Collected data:
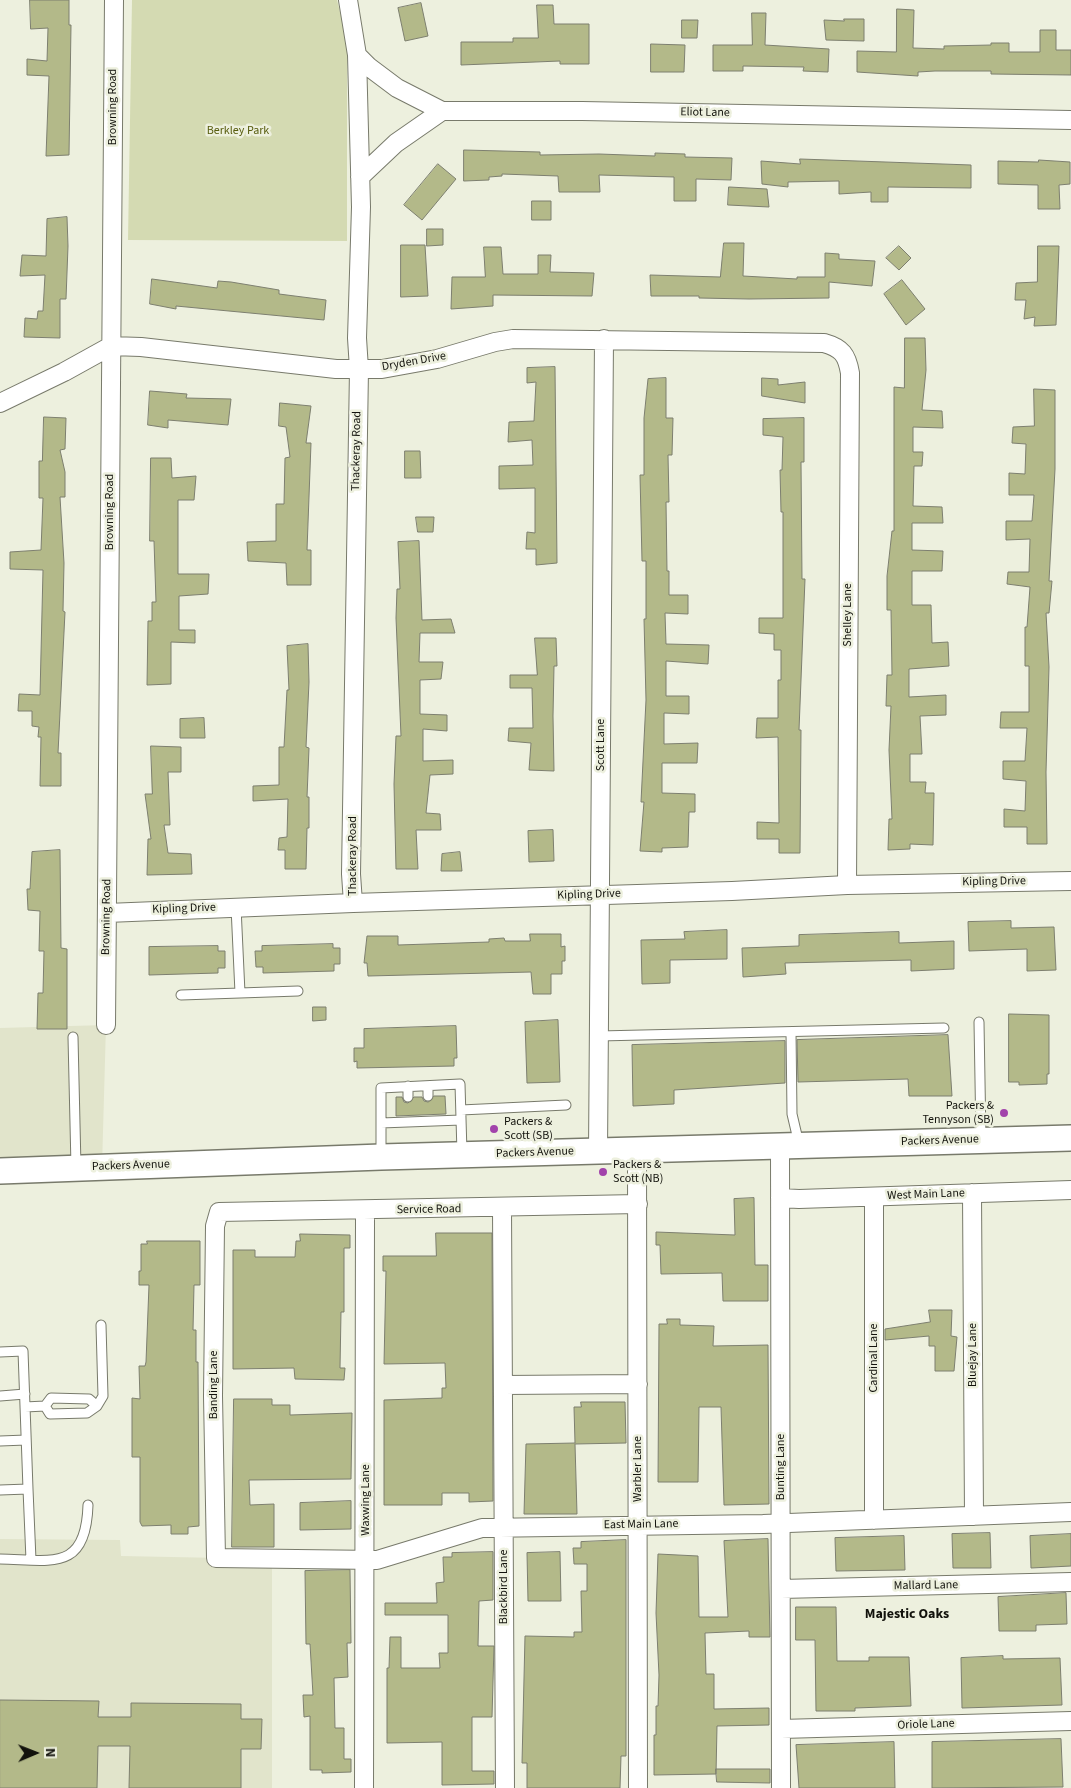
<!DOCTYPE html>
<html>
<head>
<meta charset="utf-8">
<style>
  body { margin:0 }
  #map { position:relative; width:1071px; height:1788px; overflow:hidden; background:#edf0de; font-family:"Source Sans 3",sans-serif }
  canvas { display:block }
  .north { position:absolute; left:10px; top:1728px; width:50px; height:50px; -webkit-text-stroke:4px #edf0de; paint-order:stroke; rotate:89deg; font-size:14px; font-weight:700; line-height:20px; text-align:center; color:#12120c }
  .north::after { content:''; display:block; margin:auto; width:18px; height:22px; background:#12120c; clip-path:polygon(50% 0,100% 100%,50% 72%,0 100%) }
</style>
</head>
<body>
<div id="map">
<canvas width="1071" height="1788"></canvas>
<div class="north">N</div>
</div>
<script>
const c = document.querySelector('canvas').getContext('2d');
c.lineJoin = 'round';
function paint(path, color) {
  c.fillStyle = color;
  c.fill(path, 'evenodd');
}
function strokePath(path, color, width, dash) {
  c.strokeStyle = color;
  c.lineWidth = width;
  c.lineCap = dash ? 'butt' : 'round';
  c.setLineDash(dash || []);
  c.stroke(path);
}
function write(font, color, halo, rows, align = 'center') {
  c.font = font + ' "Source Sans 3",sans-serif';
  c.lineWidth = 5;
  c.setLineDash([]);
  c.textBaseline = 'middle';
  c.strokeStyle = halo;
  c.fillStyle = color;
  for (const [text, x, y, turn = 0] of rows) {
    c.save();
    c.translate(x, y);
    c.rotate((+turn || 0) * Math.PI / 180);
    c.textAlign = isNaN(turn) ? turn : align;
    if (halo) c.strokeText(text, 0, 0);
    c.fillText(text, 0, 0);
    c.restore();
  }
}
paint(new Path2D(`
  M106,1025L102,1167L0,1171V1028Z
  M0,1539L120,1540L121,1556L272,1559V1788H0Z`), '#e1e4cb');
paint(new Path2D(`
  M132,0H337L347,40V241L128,240Z`), '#d4dab2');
const building = new Path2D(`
  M30,0H69V25H71L69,155L46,156L49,76L27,75V59L47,61L48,28L31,29Z
  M421,3L428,36L405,41L398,8Z
  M537,5H553L554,24H589V64H560V61L461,65V42H513V38H538Z
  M897,9L914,10L913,48L944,49V46L991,45V43H1009V52H1040V30H1056V50H1071V75L991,74V71H935L918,72V76L857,72V51L896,52Z
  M752,13H766L765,45L829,49L828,72L803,71L804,67L743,66V71H713V45H752Z
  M844,19H864V41L826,40L824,20L844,21Z
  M682,20H698L697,38H682Z
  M651,44L685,45L684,72H651Z
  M464,150L540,152V155L599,154L655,156V153L685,154V157L732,158L731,180L696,179V201H674V177L599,175L600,192H559L558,176L502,174V176L489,177V180L464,181Z
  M800,159L971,165V188L888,187V202H871V192L839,194V181L788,182V187L762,184L761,161L800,164Z
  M1039,160L1070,162V184L1059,185L1060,209H1038V185L998,184V161L1038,162Z
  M438,164L456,179L422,220L404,205Z
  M729,187L767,189L769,207L728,205Z
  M532,201H551V220H532Z
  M67,217L68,246L66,299H60V338L24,337L25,318L37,319L38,311H43L45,275L20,276L22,255L46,256L47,219Z
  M427,229H443V245L427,246Z
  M724,243H744L743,276L797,279V277H825V253L839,254V259L875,261L872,286L829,282V298L749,299L699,298V296H651L650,275L720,277Z
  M401,245H425L428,296L401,297Z
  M899,246L911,258L899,270L886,258Z
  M1038,246H1059L1056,325L1034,326L1035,317L1024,319L1026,300H1015L1016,283L1037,282Z
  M484,247H501L503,274H538V255H551L550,272L594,273L592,296L493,295V306L451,309L452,277H485Z
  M152,279L217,288L218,281L231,282L279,290V294L326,300L324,320L176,306V309L150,304Z
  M902,280L925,309L906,325L884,294Z
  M905,338H925L926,370L922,410L942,411L943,428L913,427V452H923L922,466H914L913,506L942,507L943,523H912V550L943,551L942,571H912V605H931L932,643L948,642L949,666L909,669V697L946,695V715L920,716L922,754H910V782H926L925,793H934L933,845L910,844V849L888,850L889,819H892L889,750L891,706H886L887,675H892L891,610H887V576L892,531H894V387L904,388Z
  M555,367L557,563L536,565V549H526L527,532L535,533V488L499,489V466L533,465L532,440L508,442L509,422L534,421L536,382L527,383V368Z
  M666,378V418H673L672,455H668L669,502H666L667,571H669V595H688V614L665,613L666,644L709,645L708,664L666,661V696H689V714L664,713V744L698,743L697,763H662V793L695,794V812H689L688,847L662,848V852L640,851L644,802H641L646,700L644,619H646V561H642L640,475H644V418L648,379Z
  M762,378L778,379V385L805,382V403L762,396Z
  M1034,389L1055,390V469L1049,581H1052L1049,613H1046L1049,667L1046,772L1047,844H1027V827H1004V809L1025,811L1026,781L1003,779V761H1025L1027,728H1000L1001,712H1029V666H1025V627H1027L1030,587L1007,584L1008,572H1029L1030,539L1006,540V521H1032L1034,495H1009V473L1025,474L1026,444L1012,443L1013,427L1034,426Z
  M150,391L187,394L186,398L231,399L228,425L168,420V428L148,425Z
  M280,403L311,406L306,443H311L307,550H311V585H287L286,563L248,561L247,542L276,541V504H284L285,458L290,457L286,427L279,426Z
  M44,417L66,418L65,449L60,450L65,472V497H60L64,563L63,611L65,612L58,753H61V786H40L41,737H38L39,727L32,726V711H18L19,694L40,695L43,570L10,569V552L41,550L43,498H39V461H42Z
  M804,418V462H801L802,579H805L799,730H801L800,853H779V839H757V822L779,823L778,737L756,738L757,718H778V680H781V650H774V634L759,633V618H783V512H781L780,470H782L783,437L763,435V419Z
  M405,451H420L421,478H405Z
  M151,458H171L172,478L196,476L194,500H178V574H209L208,594L179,596V630H195V643L171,642V684L147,685L148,621H152V602H156L154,541H150Z
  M416,517H434L433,532H418Z
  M419,541L422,620L451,619L455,633H420L419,662H443L441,679L420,680V714L447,715V731L423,729V761L453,760V774L430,775L426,813L440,814L441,830H416L418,869H396L394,784L396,736H401L396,618L397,589H400L398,542Z
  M535,638H556L557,666H554L553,716L554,771L529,770L531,743L508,741L509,728H533L532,688H510V675H537Z
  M308,644L309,682L306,747L309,748L307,797H309V828H307L306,869H285V850H278L279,838L287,837L288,799L253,801V786L279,785V747H284L287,690H289L287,646Z
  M204,718L205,738H180V719Z
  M151,746L181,747V772H168L170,825H164L168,853L191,854L192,874L147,875L148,839H151L145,794H152Z
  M553,830L554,861L529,862L528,831Z
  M60,850L61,948L67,949V1029H37L38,993H43L44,951H39L40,911L28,910L27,889H30L32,852Z
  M460,852L462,871H441L442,854Z
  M1011,921V928L1054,927L1056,970L1027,971V949L969,951L968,922Z
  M727,930V959L670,960V983L642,984L641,940L685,939L684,932Z
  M899,932V943L954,941V969L911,971V960L785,963L786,974L743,977L742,948L799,946V935Z
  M530,934H561V947L565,946V961H562V974H551V994H533L531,972L368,976L367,963H364L367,936H398V945L489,942V939L504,938L505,941H530Z
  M333,944V948H340V964H334V971L263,973V967H256L255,951H262V946Z
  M218,946V951H225V968H218V973L149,975V947Z
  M313,1007H326V1020L313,1021Z
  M1009,1014L1049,1015V1074H1047V1084L1019,1085V1082H1009Z
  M558,1020L560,1082L527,1083L525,1022Z
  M456,1026L457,1058H454V1066L357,1068V1061L354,1062V1048H364V1029Z
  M948,1035L952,1096H909L908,1079L798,1082L797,1040Z
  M785,1041V1083L674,1090V1104L633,1106L632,1045Z
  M434,1096H445L446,1114L396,1116V1097H402L404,1102L408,1103L414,1097H422L424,1101L428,1102Z
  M754,1198L755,1265H768V1301H723L722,1273L661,1274L660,1245H656V1232L735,1235L734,1199Z
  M436,1233H492L493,1501L469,1502V1493H442V1505H384V1400L442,1398V1388H446L445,1363L384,1364L386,1271H383V1256H436Z
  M300,1234L350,1235V1248H344V1312H341L340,1368H345L344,1380L295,1379L294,1368L233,1369V1250H255V1257H295L296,1241H300Z
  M147,1241H200V1285H194L193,1330H196V1362H198L199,1526L188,1527V1534H171V1525L142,1526L140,1522V1457H132V1398L140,1399L139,1366H145L146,1362L149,1285H139V1271H141V1244H147Z
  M929,1310H952L951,1336L957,1337L954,1371H935V1346H929V1336L885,1340V1329L930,1322Z
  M667,1319H680V1325L714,1326L713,1346L768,1345L769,1504L724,1505L721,1407H699L698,1482H658L659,1324H667Z
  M234,1399H272V1405H290V1415L352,1413L351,1479L249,1480L250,1505L274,1504V1547H232Z
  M581,1402H625L626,1443L575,1444L577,1514H524L526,1444L575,1443L574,1407H581Z
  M351,1501V1529L300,1530V1503Z
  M990,1533L991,1568H953L952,1534Z
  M1071,1534V1566L1031,1568L1030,1536Z
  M904,1536L905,1570L836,1571L835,1538Z
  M768,1539L770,1637H749V1631L705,1633L706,1674H714V1709L769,1708V1725L717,1726L716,1774L654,1775V1735H656V1706H658L659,1675L656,1613L658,1554L698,1556L699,1617H728L724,1541Z
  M626,1540V1756H621L620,1788H527V1763H522L525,1636L574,1637V1632H582L581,1591H587V1564H574L573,1548H581V1542Z
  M493,1552V1600L479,1601L478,1646H494L492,1717H472V1771H494V1784L442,1785V1742L387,1743V1668H389L390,1637H401V1668H440L439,1653H448V1615H385V1603H437L436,1583L444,1582L443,1557H452V1553Z
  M560,1552L561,1601H528L527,1553Z
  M350,1570L351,1643H347L348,1677L334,1678L335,1728H344V1759H351V1772L322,1773V1770H310V1716L304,1717L303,1695H313L310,1644H306L305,1571Z
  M1066,1593L1067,1624L1036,1625V1631H999L998,1597Z
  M796,1607H836L837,1661H869V1657H909L911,1706L855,1708V1711H816L815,1640H796Z
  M1003,1656V1659L1060,1658L1062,1705L962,1708L961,1658Z
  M0,1700L99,1701L98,1717H131V1703L241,1704V1719H262L261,1749H241V1788H129L130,1746H98L97,1788H0Z
  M1061,1739L1063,1787L932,1788V1742Z
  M894,1742L895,1788H799L796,1745Z
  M716,1769H770V1783L717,1782Z`);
paint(building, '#b3b989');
strokePath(building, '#7d7f6f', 1);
const service = new Path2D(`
  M240,993L298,991
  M181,995L240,993L236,907
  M979,1022L981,1139
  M791,1032L792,1114L799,1144
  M599,1036L944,1028
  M73,1037L76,1167
  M428,1086V1096
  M408,1097V1086
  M461,1110L566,1105
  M381,1123L461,1120
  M381,1155V1088L460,1084L462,1153
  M0,1352L23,1351L28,1489
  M0,1396L25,1394
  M45,1406L50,1414L87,1413L97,1406L103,1396L101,1325
  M25,1407L45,1406L51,1398L89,1399L97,1406
  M0,1441L26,1440
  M0,1490L28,1489L31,1560
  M0,1559C52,1560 86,1572 88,1505`);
const minor = new Path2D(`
  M348,0L357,55L361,207L357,338L359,369L351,874L353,903
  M357,55L369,67L397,88L442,111H582L1071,120
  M360,177L396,143L442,111
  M0,403L64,372L111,346L141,347L336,369H382L437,359L495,342L513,339L824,343C842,348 847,355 850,373L847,885
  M107,913L353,903L732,891L847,885L1071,881
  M106,1025L114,0
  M780,1146L781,1788
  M637,1150L638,1788
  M598,1152L604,339
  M972,1193L974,1516
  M874,1197V1520
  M780,1198L799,1199L1071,1190
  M638,1204L219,1212L215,1226L213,1396L216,1558L377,1560L482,1528L763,1524L1071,1512
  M502,1208L505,1788
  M503,1385L638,1384
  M781,1589L1071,1582
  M781,1729L1071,1721
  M364,1788L365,1211`);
const secondary = new Path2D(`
  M0,1171L381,1157L1071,1138`);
strokePath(service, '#787a6b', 11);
strokePath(minor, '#787a6b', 20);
strokePath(secondary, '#787a6b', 28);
strokePath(service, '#fff', 9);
strokePath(minor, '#fff', 18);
strokePath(secondary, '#fff', 25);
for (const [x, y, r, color] of [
  [1004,1113,5,"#a243ab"],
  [494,1129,5,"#a243ab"],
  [603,1172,5,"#a243ab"]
]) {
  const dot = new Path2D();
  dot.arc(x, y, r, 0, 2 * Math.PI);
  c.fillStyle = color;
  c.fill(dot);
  strokePath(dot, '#edf0de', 2);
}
write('12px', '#12120c', '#edf0de', [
  ["Browning Road",113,107,-90],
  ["Eliot Lane",705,113,1],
  ["Dryden Drive",414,362,-10],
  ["Thackeray Road",357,451,-89],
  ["Browning Road",110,512,-90],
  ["Shelley Lane",848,615,-90],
  ["Scott Lane",601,745,-90],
  ["Thackeray Road",353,856,-90],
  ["Kipling Drive",994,882,-1],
  ["Kipling Drive",589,895,-2],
  ["Kipling Drive",184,909,-2],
  ["Browning Road",107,917,-89],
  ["Packers Avenue",940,1141,-2],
  ["Packers Avenue",535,1153,-2],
  ["Packers Avenue",131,1166,-2],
  ["West Main Lane",926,1195,-2],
  ["Service Road",429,1210,-1],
  ["Bluejay Lane",973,1355,-90],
  ["Cardinal Lane",874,1358,-90],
  ["Banding Lane",214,1385,-90],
  ["Bunting Lane",781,1467,-90],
  ["Warbler Lane",638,1469,-90],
  ["Waxwing Lane",366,1500,-90],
  ["East Main Lane",641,1525,-1],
  ["Mallard Lane",926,1586,-1],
  ["Blackbird Lane",504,1587,-90],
  ["Oriole Lane",926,1725,-2]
]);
write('12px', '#585d0f', '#edf0de', [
  ["Berkley Park",238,131]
]);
write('12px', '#12120c', '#edf0de', [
  ["Packers &",994,1106,"right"],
  ["Tennyson (SB)",994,1120,"right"],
  ["Packers &",504,1122],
  ["Scott (SB)",504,1136],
  ["Packers &",613,1165],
  ["Scott (NB)",613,1179]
], 'left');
write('bold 14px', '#12120c', '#edf0de', [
  ["Majestic Oaks",907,1615]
]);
</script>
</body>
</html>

• Work instructions: Taking the records above as input, show every line in which the word "rows" is present.

• Answer:
function write(font, color, halo, rows, align = 'center') {
  for (const [text, x, y, turn = 0] of rows) {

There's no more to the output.